> Exercise materials:
++++
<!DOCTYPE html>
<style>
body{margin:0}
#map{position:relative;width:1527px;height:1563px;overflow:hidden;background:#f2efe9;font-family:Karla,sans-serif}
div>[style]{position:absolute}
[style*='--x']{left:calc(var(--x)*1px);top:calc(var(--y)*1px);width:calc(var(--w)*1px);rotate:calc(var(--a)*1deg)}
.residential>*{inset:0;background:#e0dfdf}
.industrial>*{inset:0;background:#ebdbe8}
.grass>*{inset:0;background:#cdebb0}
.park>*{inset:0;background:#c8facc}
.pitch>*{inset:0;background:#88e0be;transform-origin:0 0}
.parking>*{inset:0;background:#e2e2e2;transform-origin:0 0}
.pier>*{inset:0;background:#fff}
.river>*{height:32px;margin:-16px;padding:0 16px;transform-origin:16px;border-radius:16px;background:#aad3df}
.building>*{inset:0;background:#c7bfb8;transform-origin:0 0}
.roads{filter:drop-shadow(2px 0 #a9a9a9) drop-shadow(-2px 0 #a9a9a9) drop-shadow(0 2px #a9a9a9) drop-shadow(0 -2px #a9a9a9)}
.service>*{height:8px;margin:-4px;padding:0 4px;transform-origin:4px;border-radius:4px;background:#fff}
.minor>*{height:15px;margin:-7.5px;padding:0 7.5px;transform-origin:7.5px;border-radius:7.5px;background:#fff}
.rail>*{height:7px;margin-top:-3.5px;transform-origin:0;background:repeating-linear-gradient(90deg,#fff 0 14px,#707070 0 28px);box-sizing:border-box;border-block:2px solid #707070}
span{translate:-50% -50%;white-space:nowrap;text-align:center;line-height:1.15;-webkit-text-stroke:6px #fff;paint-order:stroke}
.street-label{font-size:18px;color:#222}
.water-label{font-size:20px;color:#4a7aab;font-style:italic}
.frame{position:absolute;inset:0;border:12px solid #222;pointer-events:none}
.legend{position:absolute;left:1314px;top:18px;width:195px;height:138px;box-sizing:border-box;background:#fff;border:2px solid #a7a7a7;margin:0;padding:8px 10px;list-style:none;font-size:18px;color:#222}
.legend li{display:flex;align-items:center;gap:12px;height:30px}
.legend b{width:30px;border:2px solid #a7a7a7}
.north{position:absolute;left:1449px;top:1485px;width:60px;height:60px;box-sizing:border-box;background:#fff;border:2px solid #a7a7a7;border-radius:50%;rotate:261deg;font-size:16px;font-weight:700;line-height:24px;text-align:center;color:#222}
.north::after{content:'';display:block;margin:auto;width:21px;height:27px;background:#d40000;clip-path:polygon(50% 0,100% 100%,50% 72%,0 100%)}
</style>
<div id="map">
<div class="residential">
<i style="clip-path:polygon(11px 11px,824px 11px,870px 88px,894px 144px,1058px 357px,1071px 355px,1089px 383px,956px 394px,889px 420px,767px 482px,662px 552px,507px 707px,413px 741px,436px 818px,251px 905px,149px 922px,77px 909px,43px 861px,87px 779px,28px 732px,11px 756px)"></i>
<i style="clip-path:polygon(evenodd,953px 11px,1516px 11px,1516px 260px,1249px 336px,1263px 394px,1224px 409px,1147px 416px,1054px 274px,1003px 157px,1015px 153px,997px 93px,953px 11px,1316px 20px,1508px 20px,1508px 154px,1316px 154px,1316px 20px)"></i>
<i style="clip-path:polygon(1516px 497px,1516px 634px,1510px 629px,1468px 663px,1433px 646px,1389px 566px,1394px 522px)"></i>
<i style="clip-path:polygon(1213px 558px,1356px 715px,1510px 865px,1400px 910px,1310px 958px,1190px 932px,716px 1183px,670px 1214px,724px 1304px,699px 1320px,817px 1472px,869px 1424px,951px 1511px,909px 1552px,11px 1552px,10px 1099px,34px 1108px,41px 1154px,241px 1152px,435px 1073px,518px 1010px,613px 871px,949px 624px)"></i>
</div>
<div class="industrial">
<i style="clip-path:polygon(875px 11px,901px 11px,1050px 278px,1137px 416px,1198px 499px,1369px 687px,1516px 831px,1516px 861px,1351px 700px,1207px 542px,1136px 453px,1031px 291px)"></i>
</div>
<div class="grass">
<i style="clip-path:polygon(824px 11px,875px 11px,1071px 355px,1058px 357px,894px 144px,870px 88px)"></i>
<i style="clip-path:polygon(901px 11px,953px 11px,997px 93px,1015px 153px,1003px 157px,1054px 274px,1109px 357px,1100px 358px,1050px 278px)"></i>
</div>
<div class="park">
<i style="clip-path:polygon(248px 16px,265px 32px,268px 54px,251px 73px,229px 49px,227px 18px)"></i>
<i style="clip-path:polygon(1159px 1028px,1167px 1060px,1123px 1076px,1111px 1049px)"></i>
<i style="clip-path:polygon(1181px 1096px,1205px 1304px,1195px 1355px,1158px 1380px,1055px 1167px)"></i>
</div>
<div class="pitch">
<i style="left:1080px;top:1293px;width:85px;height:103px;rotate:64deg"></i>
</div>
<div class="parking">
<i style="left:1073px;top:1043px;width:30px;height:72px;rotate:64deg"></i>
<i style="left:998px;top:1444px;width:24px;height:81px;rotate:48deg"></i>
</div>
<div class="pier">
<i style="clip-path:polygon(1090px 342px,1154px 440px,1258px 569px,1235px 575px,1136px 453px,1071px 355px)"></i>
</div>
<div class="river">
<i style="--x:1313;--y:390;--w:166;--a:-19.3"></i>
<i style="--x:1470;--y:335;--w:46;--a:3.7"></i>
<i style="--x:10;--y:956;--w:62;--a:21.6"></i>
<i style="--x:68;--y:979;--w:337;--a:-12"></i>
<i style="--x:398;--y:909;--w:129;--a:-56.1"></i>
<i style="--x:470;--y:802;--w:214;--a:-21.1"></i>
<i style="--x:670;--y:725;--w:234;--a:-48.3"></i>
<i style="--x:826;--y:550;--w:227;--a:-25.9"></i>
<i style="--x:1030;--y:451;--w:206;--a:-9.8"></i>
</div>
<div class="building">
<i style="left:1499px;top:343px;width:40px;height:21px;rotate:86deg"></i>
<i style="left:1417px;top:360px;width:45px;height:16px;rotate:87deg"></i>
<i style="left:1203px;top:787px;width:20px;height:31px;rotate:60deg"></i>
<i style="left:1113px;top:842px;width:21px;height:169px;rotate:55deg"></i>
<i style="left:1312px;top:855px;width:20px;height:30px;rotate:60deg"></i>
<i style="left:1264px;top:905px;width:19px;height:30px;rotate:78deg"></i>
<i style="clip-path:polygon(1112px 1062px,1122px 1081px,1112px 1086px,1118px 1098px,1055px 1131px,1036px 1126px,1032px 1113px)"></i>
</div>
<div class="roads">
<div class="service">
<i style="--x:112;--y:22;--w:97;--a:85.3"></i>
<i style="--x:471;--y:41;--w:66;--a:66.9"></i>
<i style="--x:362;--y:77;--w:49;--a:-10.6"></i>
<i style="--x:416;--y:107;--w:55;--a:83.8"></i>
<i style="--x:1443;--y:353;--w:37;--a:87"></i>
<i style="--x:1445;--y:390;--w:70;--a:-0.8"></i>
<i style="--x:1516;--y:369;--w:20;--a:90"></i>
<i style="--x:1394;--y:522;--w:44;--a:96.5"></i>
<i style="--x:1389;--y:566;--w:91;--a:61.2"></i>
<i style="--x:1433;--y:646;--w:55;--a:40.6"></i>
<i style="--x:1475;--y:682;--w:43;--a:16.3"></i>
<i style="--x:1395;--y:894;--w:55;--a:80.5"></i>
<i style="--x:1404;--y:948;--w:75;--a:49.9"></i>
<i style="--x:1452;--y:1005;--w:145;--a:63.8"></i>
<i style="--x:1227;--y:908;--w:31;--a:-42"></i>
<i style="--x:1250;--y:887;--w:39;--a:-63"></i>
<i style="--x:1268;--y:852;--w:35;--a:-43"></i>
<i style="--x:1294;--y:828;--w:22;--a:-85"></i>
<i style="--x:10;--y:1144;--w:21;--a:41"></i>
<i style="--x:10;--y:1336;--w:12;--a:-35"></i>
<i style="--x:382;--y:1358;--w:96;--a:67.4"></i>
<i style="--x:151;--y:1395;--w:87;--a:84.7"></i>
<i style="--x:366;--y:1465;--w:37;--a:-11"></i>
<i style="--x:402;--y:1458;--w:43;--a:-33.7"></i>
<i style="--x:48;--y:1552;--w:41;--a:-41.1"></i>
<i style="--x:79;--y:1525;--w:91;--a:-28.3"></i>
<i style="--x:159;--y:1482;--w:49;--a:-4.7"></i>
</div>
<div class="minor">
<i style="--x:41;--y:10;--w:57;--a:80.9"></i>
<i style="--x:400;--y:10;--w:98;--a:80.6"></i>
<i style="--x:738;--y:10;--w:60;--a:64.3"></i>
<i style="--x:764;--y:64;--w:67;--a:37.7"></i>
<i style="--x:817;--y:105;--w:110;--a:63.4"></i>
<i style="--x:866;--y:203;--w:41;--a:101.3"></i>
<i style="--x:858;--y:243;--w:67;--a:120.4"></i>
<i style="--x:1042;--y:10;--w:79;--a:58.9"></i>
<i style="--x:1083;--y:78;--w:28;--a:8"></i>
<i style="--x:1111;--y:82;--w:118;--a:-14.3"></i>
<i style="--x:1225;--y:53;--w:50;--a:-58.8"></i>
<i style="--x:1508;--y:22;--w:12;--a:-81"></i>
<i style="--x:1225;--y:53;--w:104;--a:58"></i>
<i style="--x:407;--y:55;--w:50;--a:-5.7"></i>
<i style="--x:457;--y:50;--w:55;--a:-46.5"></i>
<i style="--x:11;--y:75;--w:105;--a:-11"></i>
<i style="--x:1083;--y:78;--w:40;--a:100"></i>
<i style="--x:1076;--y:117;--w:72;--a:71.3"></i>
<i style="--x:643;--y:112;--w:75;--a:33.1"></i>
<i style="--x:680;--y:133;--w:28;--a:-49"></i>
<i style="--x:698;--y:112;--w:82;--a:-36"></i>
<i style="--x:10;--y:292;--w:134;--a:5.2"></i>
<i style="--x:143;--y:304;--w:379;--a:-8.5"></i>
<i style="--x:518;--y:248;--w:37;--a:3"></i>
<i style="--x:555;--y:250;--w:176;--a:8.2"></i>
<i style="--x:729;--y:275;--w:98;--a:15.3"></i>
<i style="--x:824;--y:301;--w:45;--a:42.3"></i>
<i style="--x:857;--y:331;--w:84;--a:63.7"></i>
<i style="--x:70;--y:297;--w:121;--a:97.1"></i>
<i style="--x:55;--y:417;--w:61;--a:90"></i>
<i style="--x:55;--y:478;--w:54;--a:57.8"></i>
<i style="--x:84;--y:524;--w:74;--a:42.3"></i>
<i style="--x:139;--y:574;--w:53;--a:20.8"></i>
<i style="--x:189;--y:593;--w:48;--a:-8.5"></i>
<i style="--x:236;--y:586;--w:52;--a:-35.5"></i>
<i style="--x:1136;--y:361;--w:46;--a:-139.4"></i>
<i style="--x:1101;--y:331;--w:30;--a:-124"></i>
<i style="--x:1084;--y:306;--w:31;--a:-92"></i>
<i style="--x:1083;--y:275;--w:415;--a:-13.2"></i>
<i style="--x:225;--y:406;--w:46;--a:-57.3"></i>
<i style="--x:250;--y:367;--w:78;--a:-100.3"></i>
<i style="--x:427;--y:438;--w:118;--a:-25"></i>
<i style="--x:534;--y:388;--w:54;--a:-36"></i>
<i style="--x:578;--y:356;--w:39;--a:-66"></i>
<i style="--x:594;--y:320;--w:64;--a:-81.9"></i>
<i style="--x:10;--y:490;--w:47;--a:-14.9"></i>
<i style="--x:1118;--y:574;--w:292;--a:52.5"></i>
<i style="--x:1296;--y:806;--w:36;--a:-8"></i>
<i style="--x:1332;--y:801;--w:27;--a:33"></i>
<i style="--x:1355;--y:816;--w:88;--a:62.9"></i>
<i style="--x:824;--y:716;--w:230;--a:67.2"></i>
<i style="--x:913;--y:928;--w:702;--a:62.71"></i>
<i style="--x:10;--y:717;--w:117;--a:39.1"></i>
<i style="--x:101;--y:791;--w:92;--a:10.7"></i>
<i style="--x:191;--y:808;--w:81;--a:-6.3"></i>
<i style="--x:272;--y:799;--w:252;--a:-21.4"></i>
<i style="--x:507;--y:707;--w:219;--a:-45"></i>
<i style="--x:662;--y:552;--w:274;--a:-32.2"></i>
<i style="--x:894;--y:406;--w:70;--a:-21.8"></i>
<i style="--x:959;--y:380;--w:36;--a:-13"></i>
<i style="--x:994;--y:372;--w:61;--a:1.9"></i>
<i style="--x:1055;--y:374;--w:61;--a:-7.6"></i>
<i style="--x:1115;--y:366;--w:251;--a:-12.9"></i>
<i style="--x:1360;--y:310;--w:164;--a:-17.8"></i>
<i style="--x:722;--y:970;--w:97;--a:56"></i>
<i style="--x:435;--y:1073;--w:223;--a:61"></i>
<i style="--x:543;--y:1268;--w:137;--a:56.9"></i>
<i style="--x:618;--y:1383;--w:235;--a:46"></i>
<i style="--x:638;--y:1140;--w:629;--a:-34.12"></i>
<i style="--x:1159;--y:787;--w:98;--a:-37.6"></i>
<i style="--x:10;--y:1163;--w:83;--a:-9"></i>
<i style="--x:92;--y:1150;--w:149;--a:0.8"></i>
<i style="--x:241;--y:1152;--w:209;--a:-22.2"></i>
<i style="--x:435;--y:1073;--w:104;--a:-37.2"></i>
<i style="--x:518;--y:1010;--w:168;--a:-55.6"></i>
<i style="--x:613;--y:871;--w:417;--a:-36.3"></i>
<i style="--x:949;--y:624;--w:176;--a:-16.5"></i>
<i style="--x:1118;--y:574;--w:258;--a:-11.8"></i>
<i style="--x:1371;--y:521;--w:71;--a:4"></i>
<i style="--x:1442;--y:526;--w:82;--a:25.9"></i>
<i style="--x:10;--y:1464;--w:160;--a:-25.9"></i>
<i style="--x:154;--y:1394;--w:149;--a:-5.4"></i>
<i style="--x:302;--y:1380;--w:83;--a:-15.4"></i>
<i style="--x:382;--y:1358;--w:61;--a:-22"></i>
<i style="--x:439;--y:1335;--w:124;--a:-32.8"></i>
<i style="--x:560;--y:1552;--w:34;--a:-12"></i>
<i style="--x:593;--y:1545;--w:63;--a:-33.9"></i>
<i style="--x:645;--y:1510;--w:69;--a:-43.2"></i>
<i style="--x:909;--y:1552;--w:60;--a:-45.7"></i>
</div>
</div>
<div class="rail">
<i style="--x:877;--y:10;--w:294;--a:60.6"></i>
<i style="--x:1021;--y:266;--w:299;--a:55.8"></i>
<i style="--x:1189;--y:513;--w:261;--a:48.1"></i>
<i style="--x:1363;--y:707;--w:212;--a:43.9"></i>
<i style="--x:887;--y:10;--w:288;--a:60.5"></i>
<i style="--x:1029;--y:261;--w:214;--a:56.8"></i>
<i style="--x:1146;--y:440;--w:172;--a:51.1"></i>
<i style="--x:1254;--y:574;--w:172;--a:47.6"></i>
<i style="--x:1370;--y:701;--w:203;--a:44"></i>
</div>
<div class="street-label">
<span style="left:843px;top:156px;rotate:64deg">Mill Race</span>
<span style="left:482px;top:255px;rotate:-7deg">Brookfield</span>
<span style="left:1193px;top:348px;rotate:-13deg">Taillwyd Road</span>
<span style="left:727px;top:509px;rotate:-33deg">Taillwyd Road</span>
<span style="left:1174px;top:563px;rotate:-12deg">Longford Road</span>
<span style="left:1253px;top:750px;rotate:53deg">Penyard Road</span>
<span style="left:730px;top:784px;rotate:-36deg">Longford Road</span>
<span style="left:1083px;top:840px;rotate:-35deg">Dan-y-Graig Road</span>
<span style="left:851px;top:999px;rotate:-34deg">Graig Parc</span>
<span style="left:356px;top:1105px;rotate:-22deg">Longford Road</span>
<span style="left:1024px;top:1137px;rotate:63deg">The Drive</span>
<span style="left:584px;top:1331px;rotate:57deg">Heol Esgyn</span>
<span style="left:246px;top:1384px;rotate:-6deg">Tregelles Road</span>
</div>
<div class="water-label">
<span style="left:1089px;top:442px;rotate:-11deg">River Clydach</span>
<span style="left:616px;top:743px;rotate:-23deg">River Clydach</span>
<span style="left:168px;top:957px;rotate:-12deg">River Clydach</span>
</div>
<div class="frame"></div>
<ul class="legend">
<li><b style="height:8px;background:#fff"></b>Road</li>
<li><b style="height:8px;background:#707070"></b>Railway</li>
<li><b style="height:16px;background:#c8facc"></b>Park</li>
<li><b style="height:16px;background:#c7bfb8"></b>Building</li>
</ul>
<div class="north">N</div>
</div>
++++
> Assignment: The reply should hold only the lines from the beginning of the listing to the line with "0 #a9a9a9) drop-shadow(-2px", both ends included, unchanged.

> Solution:
<!DOCTYPE html>
<style>
body{margin:0}
#map{position:relative;width:1527px;height:1563px;overflow:hidden;background:#f2efe9;font-family:Karla,sans-serif}
div>[style]{position:absolute}
[style*='--x']{left:calc(var(--x)*1px);top:calc(var(--y)*1px);width:calc(var(--w)*1px);rotate:calc(var(--a)*1deg)}
.residential>*{inset:0;background:#e0dfdf}
.industrial>*{inset:0;background:#ebdbe8}
.grass>*{inset:0;background:#cdebb0}
.park>*{inset:0;background:#c8facc}
.pitch>*{inset:0;background:#88e0be;transform-origin:0 0}
.parking>*{inset:0;background:#e2e2e2;transform-origin:0 0}
.pier>*{inset:0;background:#fff}
.river>*{height:32px;margin:-16px;padding:0 16px;transform-origin:16px;border-radius:16px;background:#aad3df}
.building>*{inset:0;background:#c7bfb8;transform-origin:0 0}
.roads{filter:drop-shadow(2px 0 #a9a9a9) drop-shadow(-2px 0 #a9a9a9) drop-shadow(0 2px #a9a9a9) drop-shadow(0 -2px #a9a9a9)}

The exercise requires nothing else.